Parmi eux, Traoré Maramine, président de la coopérative agricole Sinikan, n’a pas caché son désarroi. « Nous sommes venus lancer un cri de cœur », a-t-il confié, évoquant la mévente persistante des stocks de cacao entreposés dans les magasins depuis plusieurs mois.

Selon lui, malgré l’opération de rachat annoncée par les autorités, les enlèvements restent largement insuffisants. « On nous parlait d’un volume important à enlever, mais aujourd’hui, on nous annonce la fin de l’opération alors que nos stocks sont toujours là », a-t-il déploré.

Une situation d’autant plus préoccupante que ces stocks ont été acquis au prix de 2 800 FCFA le kilogramme, fixé lors de la campagne principale. « Nous avons respecté les consignes de l’État. Aujourd’hui, nous demandons simplement que ces produits soient enlevés à ce même prix », a insisté le responsable coopératif.

Sur le terrain, les conséquences sont lourdes. À l’en croire, plusieurs coopératives sont au bord de l’asphyxie financière. « Si rien n’est fait, certaines structures seront contraintes de fermer. Nous sommes au bord du gouffre », a-t-il alerté, évoquant même le risque de contentieux judiciaires.

Même son de cloche chez Dant, président de la coopérative Alliance fraternelle du Tonkpi. Il décrit une filière sous pression, où les coopératives, pourtant maillon essentiel, peinent à écouler leurs produits. « Les exportateurs refusent de prendre le cacao. Nous ne comprenons pas pourquoi », a-t-il affirmé.

Pour lui, l’équation est devenue intenable. Entre les charges élevées, les faibles marges et les stocks invendus, les coopératives ne parviennent plus à faire face à leurs engagements vis-à-vis des producteurs. « Nous supportons presque tout le poids de la filière, mais nous sommes aujourd’hui les plus exposés », a-t-il regretté.

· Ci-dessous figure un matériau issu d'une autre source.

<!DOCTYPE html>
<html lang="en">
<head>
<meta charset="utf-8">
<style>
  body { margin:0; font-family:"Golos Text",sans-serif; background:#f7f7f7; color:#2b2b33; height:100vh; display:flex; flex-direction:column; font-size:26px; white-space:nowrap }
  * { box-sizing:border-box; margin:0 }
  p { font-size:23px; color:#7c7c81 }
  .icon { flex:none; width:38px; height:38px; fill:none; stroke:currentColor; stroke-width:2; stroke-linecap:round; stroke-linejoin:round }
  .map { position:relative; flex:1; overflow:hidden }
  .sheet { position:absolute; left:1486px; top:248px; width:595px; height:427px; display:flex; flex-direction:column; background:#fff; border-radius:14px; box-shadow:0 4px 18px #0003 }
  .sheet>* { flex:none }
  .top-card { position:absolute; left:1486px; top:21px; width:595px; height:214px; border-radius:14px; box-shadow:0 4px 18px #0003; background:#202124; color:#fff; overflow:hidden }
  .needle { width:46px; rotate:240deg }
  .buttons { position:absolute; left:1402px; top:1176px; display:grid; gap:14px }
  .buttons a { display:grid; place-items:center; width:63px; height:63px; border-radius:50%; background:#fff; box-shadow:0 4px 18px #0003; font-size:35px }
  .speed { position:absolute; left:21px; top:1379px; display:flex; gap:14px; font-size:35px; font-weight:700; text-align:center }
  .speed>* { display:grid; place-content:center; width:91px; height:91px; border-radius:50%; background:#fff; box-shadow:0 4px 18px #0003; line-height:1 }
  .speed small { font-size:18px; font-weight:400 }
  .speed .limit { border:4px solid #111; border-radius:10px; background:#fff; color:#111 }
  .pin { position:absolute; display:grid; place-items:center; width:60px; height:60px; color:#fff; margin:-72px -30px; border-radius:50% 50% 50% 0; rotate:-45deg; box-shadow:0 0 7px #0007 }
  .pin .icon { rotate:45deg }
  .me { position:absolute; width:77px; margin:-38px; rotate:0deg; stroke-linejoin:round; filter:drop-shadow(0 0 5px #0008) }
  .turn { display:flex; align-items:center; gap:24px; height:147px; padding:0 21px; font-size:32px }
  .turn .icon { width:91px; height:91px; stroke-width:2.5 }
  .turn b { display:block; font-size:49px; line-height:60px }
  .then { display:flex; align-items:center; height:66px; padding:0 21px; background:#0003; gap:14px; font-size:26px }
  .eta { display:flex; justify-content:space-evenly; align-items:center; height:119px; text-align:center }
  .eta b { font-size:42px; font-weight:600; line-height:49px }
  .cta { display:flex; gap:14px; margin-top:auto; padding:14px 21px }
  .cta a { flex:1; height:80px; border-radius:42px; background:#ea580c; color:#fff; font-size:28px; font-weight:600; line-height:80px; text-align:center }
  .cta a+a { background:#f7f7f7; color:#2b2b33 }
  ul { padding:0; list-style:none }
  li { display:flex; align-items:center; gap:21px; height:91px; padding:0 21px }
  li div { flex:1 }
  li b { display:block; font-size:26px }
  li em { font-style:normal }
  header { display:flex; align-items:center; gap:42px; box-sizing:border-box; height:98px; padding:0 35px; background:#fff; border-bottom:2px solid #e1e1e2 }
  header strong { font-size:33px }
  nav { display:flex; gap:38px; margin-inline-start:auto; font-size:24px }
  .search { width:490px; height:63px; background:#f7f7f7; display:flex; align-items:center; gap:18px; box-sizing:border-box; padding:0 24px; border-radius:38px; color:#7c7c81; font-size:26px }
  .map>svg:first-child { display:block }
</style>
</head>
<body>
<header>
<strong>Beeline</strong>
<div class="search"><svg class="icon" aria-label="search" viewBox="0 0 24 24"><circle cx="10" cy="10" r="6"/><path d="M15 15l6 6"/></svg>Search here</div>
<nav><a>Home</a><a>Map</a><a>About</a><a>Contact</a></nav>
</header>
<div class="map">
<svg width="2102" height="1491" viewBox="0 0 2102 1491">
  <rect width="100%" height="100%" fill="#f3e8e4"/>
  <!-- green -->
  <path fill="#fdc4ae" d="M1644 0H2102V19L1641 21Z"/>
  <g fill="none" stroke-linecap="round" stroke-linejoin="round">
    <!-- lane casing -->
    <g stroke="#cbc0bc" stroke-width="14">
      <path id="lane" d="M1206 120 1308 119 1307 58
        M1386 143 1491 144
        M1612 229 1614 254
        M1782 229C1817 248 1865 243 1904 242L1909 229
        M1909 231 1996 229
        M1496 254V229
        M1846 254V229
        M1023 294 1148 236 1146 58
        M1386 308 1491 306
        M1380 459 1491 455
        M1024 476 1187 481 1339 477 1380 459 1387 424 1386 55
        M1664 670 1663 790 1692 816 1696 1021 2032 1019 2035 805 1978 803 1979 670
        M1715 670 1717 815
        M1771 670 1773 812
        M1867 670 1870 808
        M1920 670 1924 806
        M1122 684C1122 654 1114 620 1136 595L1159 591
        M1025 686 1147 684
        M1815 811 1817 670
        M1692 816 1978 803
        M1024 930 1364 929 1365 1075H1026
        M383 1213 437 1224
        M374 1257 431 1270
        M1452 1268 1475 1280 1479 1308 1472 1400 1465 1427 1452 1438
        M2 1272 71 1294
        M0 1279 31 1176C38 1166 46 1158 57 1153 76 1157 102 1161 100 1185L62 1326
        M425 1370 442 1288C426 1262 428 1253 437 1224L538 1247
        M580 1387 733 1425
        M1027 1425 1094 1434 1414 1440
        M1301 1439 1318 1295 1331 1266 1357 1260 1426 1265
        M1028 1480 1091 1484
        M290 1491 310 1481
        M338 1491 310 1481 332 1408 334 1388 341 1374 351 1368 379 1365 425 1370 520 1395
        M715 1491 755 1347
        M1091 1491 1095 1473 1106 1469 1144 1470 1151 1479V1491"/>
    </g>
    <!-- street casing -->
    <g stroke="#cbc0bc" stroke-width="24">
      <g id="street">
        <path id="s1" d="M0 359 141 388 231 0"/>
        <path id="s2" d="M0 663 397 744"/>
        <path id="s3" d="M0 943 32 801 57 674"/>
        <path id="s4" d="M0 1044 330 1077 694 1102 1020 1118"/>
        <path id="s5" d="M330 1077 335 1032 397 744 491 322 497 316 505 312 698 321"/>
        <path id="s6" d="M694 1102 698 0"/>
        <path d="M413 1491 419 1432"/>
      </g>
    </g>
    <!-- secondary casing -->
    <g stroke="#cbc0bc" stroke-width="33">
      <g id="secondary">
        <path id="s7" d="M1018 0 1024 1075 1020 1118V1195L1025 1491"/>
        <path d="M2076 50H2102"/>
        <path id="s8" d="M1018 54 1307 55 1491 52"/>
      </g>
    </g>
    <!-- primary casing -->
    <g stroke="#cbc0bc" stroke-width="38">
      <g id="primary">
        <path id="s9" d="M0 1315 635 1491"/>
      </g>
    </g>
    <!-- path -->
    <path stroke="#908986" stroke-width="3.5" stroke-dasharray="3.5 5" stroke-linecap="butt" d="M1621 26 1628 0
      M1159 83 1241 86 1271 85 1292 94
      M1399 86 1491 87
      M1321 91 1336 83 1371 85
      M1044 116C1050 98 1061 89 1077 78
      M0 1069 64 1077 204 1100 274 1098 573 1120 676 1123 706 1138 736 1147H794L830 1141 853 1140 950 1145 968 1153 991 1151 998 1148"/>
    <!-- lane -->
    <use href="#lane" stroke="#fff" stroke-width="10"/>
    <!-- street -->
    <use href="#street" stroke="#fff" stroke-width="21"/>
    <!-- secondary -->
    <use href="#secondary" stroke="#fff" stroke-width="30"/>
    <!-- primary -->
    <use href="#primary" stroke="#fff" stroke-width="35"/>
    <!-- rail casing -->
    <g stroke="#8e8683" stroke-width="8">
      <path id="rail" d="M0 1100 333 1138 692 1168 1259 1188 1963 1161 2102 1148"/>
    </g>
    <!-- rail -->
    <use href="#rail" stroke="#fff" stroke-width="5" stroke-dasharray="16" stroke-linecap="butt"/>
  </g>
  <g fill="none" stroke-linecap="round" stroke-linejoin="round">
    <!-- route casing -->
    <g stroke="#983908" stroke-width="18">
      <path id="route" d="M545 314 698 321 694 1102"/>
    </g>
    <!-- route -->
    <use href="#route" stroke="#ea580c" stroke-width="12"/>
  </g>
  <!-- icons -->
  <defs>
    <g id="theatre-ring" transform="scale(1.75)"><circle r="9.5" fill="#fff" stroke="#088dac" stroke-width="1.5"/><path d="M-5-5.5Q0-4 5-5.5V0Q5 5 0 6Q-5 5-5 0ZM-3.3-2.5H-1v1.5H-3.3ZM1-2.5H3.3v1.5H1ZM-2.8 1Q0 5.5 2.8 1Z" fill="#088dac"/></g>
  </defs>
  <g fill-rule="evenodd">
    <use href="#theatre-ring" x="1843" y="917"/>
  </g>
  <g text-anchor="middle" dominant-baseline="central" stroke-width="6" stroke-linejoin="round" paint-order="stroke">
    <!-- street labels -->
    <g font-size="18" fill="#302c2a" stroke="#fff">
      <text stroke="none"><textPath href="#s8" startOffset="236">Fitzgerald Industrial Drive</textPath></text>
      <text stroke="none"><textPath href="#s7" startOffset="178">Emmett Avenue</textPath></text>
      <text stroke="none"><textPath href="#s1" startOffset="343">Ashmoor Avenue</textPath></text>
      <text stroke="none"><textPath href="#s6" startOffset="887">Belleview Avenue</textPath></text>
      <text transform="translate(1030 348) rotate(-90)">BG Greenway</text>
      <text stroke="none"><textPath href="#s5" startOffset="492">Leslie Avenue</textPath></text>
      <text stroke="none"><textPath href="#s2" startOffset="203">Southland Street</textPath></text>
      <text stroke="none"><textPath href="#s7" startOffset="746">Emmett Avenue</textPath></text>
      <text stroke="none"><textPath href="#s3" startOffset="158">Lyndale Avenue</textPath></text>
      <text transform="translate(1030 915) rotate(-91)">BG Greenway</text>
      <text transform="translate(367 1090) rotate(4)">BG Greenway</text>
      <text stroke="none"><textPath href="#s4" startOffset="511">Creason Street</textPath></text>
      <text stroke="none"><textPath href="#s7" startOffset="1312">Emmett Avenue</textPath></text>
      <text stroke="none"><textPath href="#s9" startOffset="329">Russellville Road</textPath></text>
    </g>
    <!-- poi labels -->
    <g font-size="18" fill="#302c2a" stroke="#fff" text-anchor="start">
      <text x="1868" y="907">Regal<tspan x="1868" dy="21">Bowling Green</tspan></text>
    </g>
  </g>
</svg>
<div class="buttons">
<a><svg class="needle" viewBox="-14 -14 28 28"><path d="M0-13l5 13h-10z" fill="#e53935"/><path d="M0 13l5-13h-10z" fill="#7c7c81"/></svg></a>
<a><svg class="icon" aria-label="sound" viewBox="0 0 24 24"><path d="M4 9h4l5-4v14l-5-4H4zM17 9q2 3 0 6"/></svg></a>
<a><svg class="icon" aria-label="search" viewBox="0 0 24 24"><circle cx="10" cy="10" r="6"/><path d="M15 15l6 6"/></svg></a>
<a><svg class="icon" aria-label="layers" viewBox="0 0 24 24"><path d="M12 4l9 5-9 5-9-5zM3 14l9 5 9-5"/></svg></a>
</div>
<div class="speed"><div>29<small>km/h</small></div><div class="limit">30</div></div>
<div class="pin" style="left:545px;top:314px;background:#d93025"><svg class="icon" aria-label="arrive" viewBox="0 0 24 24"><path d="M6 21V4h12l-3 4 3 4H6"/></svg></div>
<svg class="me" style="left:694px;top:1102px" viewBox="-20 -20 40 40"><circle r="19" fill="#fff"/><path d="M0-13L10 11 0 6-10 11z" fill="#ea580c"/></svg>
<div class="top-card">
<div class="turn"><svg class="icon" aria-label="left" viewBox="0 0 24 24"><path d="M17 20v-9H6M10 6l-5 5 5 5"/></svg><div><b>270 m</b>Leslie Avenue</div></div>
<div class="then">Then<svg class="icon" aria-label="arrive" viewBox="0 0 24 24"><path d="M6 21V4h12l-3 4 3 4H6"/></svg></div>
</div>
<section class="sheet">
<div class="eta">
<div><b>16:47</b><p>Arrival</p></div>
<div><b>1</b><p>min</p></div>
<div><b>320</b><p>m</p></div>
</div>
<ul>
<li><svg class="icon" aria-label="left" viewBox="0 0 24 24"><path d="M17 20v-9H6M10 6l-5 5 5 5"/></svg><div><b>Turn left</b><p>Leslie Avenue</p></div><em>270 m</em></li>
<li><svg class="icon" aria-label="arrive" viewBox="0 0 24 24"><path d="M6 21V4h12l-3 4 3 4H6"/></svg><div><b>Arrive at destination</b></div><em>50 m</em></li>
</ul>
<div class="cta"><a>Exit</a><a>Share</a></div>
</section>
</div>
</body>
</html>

Autre sujet de crispation : le changement du calendrier agricole et l’annonce d’un nouveau prix fixé à 1 200 FCFA le kilogramme pour la campagne intermédiaire. Si ce prix est globalement accepté au regard du marché international, il pose des problèmes tant que les anciens stocks restent invendus.

« Comment peut-on acheter du cacao à 1 200 FCFA alors que celui acheté à 2 800 FCFA est encore en magasin ? », s’interroge Dant. Une incohérence qui alimente la frustration des acteurs et accentue les tensions entre coopératives et producteurs.

De son côté, Tahi Antoine, délégué départemental des producteurs, appelle à une intervention urgente de l’État. Il souligne que même les stocks officiellement recensés peinent à être enlevés. « Nous demandons que cela soit fait rapidement, avant que la situation ne se détériore davantage », a-t-il plaidé.

Face à ces préoccupations, le secrétaire général 1 de la préfecture de Man, Stéphane Guiriga, a tenu à apaiser les esprits. Reconnaissant une « petite crise », il a exhorté les acteurs à maintenir la confiance envers les institutions, tout en saluant la franchise des échanges.

Dans un contexte marqué par les incertitudes du marché mondial, la filière café-cacao dans le Tonkpi apparaît plus que jamais à la croisée des chemins. Entre attentes pressantes des coopératives et engagements des autorités, l’urgence d’une réponse concrète se fait désormais sentir.